## THE DATA
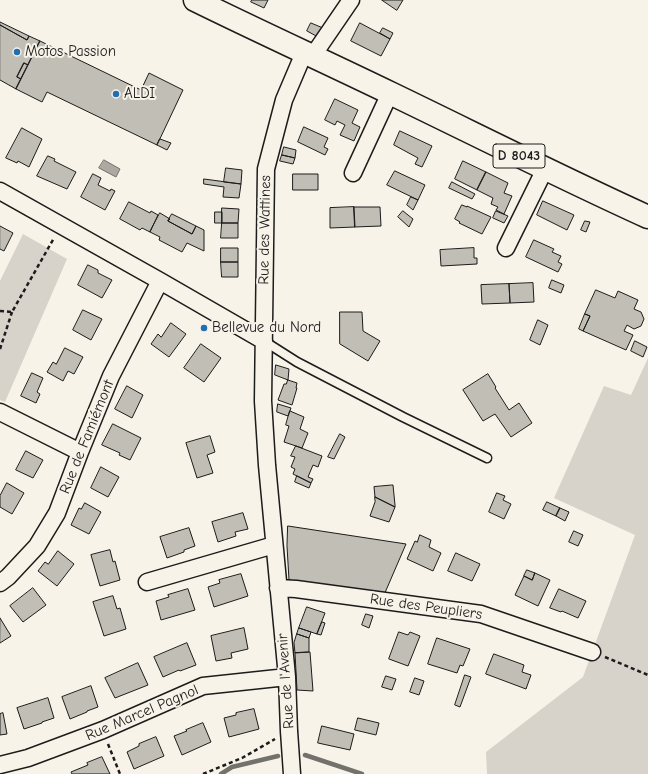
<!DOCTYPE html>
<html>
<head>
<meta charset="utf-8">
<style>
	body { margin:0 }
	canvas { display:block; background:#f7f3e8 }
</style>
</head>
<body>
<canvas width="648" height="774"></canvas>
<script>
const ctx = document.querySelector('canvas').getContext('2d');
ctx.lineJoin = 'round';
function fill(path, color) {
  ctx.fillStyle = color;
  ctx.fill(path, 'evenodd');
}
function trace(path, color, width, dash) {
  ctx.strokeStyle = color;
  ctx.lineWidth = width;
  ctx.lineCap = dash ? 'butt' : 'round';
  ctx.setLineDash(dash || []);
  ctx.stroke(path);
}
function label(font, color, halo, rows, align = 'center') {
  ctx.font = font + ' "Comic Neue",sans-serif';
  ctx.lineWidth = 4;
  ctx.setLineDash([]);
  ctx.textBaseline = 'middle';
  ctx.strokeStyle = halo;
  ctx.fillStyle = color;
  for (const [text, x, y, turn = 0] of rows) {
    ctx.save();
    ctx.translate(x, y);
    ctx.rotate((+turn || 0) * Math.PI / 180);
    ctx.textAlign = isNaN(turn) ? turn : align;
    if (halo) ctx.strokeText(text, 0, 0);
    ctx.fillText(text, 0, 0);
    ctx.restore();
  }
}
const green = new Path2D(`
	M23 234 67 259 5 402 0 400V281Z
	M648 358V774H487L486 752 583 677 635 535 554 498 604 386 631 395Z`);
const water = new Path2D(`
	M104 160 120 169 116 177 99 168Z`);
const stream = new Path2D(`
	M305 755 362 774
	M221 774 232 767 278 756`);
const building = new Path2D(`
	M252 0H268L264 8 251 2Z
	M382 0H403L397 10Z
	M0 22 29 36 27 40 0 25Z
	M311 23 323 28 318 37 307 31Z
	M360 23 390 39 381 56 351 41Z
	M0 25 27 40 29 36 40 41 28 65 24 63 17 77 21 79 16 89 0 80Z
	M383 28 393 33 390 39 380 33Z
	M40 41 141 90 149 73 183 90 157 145 47 92 42 102 16 89Z
	M24 63 28 65 21 79 17 77Z
	M335 99 358 110 352 123 360 127 354 141 340 135 345 125 337 121 335 125 325 120Z
	M304 127 328 138 324 147 328 149 325 155 298 142Z
	M22 128 42 139 29 167 18 161 17 163 6 158Z
	M400 131 432 146 422 167 415 164 418 158 394 145Z
	M160 139 171 143 167 150 157 145Z
	M284 147 296 150 295 158 282 155Z
	M282 155 295 158 293 164 280 161Z
	M48 156 55 159 54 161 76 172 67 189 37 176Z
	M463 161 486 172 477 190 455 179Z
	M226 168 242 170 241 184 224 182Z
	M395 171 425 185 418 200 387 185Z
	M486 172 508 183 504 193 512 196 504 214 496 210 498 207 491 204 493 198 477 190Z
	M93 174 101 178 98 185 110 191 111 189 115 191 105 210 81 197Z
	M293 174H318V190H293Z
	M204 179 241 184 239 198 223 197 224 187 204 184Z
	M452 182 475 194 472 199 449 188Z
	M411 197 418 200 413 210 407 205Z
	M543 201 574 215 567 230 537 215Z
	M129 202 150 213 151 211 158 215 150 232 142 228 140 230 120 219Z
	M462 205 467 207V206L491 217 482 234 459 223 460 222 455 219Z
	M354 207H380L381 226 355 227Z
	M354 207 355 227 330 228V208Z
	M222 208 239 209 238 223H222Z
	M403 211 413 219 409 227 398 217Z
	M496 211 508 216 504 223 493 218Z
	M215 212H222V223H215Z
	M160 213 170 219 168 221 192 234 196 226 204 230V251L187 243 182 252 159 240 160 237 150 232Z
	M172 214 196 226 192 234 168 221Z
	M585 221 590 222 586 232 581 230Z
	M222 223H238V238H221Z
	M0 226 13 233 4 251 0 249Z
	M534 240 554 249 552 252 561 256 558 262 562 264 558 272 526 257Z
	M221 248H238V262H221Z
	M474 248V258H477V264L441 266 440 250Z
	M221 262H238V277H222Z
	M88 265 98 270V273L112 280 102 298 78 285Z
	M552 280 564 285 561 293 549 288Z
	M533 283 534 302 510 303 509 284Z
	M509 284 510 303 482 304 481 285Z
	M596 290 615 298 618 291 638 300 634 309 641 312 644 319 641 326 634 329 627 325 624 331 633 335 626 350 583 331 590 316 585 314Z
	M83 310 102 319 91 340 73 330Z
	M340 312H362L363 331 380 341 368 361 340 344Z
	M585 314 590 316 583 331 579 329Z
	M538 320 548 325 540 345 530 340Z
	M171 323 186 334 169 357 151 344 158 334 161 337Z
	M635 341 647 347 643 357 631 351Z
	M201 344 221 358 204 382 184 368Z
	M65 348 83 357 74 374 68 371 63 381 47 372 53 362 56 364Z
	M276 365 289 369 288 380 275 375Z
	M32 373 43 378 37 392 40 394 36 403 21 396Z
	M488 374 496 387 495 388 509 410 519 403 532 423 511 437 495 414 483 421 463 390Z
	M288 380 297 383 296 388H297L292 405 278 400 284 384H286Z
	M127 386 143 395 132 418 115 409Z
	M278 404 291 408 288 416 277 412Z
	M290 411 304 417 300 429 308 433 302 448 284 442 289 426 286 425Z
	M113 424 141 438 130 460 119 455 120 453 102 445Z
	M340 434 345 437 334 459 328 457Z
	M210 436 215 452 207 455 213 473 197 478 186 443Z
	M296 446 322 456 318 467 313 465 308 477 313 479 311 483 293 474 295 469 291 467 295 457 291 456Z
	M26 451 43 460 33 478 16 470Z
	M101 467 119 477 108 497 91 488Z
	M297 476 311 483 309 488 295 482Z
	M7 483 24 493 12 514 0 507V496Z
	M392 485H393L395 505V507L375 497 374 487Z
	M497 493 505 496 503 500 511 504 504 519 489 512Z
	M375 497 395 507 389 522 370 516 375 502Z
	M547 502 560 508 556 516 543 510Z
	M85 503 101 512 89 534 71 525 79 508 81 509Z
	M560 508 569 512 565 521 556 516Z
	M243 513 248 529 235 532 236 536 218 542 212 522Z
	M288 526 406 544 384 595 289 580 287 546Z
	M189 528 195 546 184 550V552L167 558 160 537Z
	M574 531 583 535 578 546 569 542Z
	M420 535 431 540 429 547 441 553 433 571 407 559 415 541 417 542Z
	M110 550 113 562 115 561 120 580 100 586 91 555Z
	M58 551 74 564 57 586 38 571 45 562 48 564Z
	M456 553 480 564 472 581 448 571Z
	M527 570 535 573 532 580 524 576Z
	M535 573 550 580 538 606 515 595 524 576 532 580Z
	M241 574 248 596 214 607 208 587 220 583 219 580Z
	M33 588 46 605 23 622 10 606Z
	M188 589 195 610 161 620 156 601 169 597 168 595Z
	M559 589 586 601 578 618 562 611 561 612 550 608Z
	M113 596 117 609 120 608 126 629 104 636 93 602Z
	M307 607 325 613 317 634 299 628Z
	M366 614 373 616 369 628 362 625Z
	M0 618 11 636 0 643Z
	M322 622 325 623 321 635 317 634Z
	M244 628 248 649 231 653 232 658 216 661 211 636Z
	M299 628 311 632 309 638 297 634Z
	M399 632 408 635 410 632 420 636 408 666 389 659Z
	M297 634 309 638V652L295 653 294 643Z
	M437 638 470 649 463 666 460 665 457 673 428 664Z
	M187 643 196 665 180 671 179 670 163 677 154 657Z
	M309 652H310L313 691 297 690 295 653Z
	M494 654 524 665 522 672 531 675 526 689 486 674Z
	M138 663 148 685 115 698 105 678Z
	M465 675 471 677 460 707 455 705Z
	M386 676 396 679 392 690 382 687Z
	M415 678 424 681 419 695 410 692Z
	M91 686 98 707 87 711V712L70 719 62 697Z
	M48 698 54 718 42 722V723L24 729 17 708Z
	M254 709 259 729 229 737 224 718 236 715V713Z
	M3 713 7 734 0 735V714Z
	M358 718 379 723 376 735 355 730Z
	M203 723 211 742 182 755 174 736 187 731 186 730Z
	M322 726 354 734 350 750 318 743Z
	M156 737 164 756 134 769 127 752 139 746V744Z
	M102 757 110 774H72L71 772 88 765 87 763Z`);
const path = new Path2D(`
	M0 311 12 312 54 238
	M0 349 12 312
	M605 657 648 675
	M108 744 120 774
	M203 774 242 758 275 739`);
const service = new Path2D(`
	M264 341 297 362 403 417 487 458`);
const minor = new Path2D(`
	M312 57 351 0
	M353 173 390 93
	M0 191 160 281 264 341
	M506 248 545 169
	M0 412 80 452
	M147 582 274 545
	M0 583 8 577 37 546 57 513 80 452 111 376 160 281
	M278 588 296 589 481 614 592 652
	M0 765 28 758 103 730 203 686 287 677
	M292 774 289 731 287 677 267 465 263 401 266 169 284 100 304 53`);
const primary = new Path2D(`
	M195 0C260 32 326 62 392 94 477 135 562 178 648 217`);
const markers = [
	[17,52,4,"#1f6fb2"],
	[116,94,4,"#1f6fb2"],
	[204,328,4,"#1f6fb2"]
];
const shields = [
	[519,156,52]
];
const shieldNames = [
	["D 8043",519,156]
];
const poiNames = [
	["Motos Passion",25,52],
	["ALDI",124,94],
	["Bellevue du Nord",212,328]
];
const streetNames = [
	["Rue des Wattines",265,230,-89],
	["Rue de Famiémont",87,437,-68],
	["Rue des Peupliers",426,607,8],
	["Rue de l'Avenir",286,681,-94],
	["Rue Marcel Pagnol",142,713,-23]
];
fill(green, '#d7d3cb');
fill(water, '#aca9a2');
trace(water, '#72716c', 1);
trace(stream, '#72716c', 4.5);
fill(building, '#c0beb5');
trace(building, '#1c1c1c', 1);
trace(service, '#1c1c1c', 11);
trace(minor, '#1c1c1c', 19);
trace(primary, '#1c1c1c', 25);
trace(path, '#1c1c1c', 2.5, [4, 3]);
trace(service, '#f7f3e8', 8);
trace(minor, '#f7f3e8', 16);
trace(primary, '#f7f3e8', 22);
for (const [x, y, r, color] of markers) {
  const dot = new Path2D();
  dot.arc(x, y, r, 0, 2 * Math.PI);
  ctx.fillStyle = color;
  ctx.fill(dot);
  trace(dot, '#f7f3e8', 1.5);
}
for (const [x, y, w] of shields) {
  const box = new Path2D();
  box.roundRect(x - w / 2, y - 12, w, 24, 3);
  ctx.fillStyle = '#f7f3e8';
  ctx.fill(box);
  trace(box, '#1c1c1c', 1);
}
label('bold 14px', '#1c1c1c', null, shieldNames);
label('15px', '#1c1c1c', '#f7f3e8', poiNames, 'left');
label('15px', '#1c1c1c', '#f7f3e8', streetNames);
</script>
</body>
</html>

## EXERCISE REQUIREMENTS
Line count for "rows": report how many lines in the data above include it, with no other words.

## EXERCISE ANSWER
2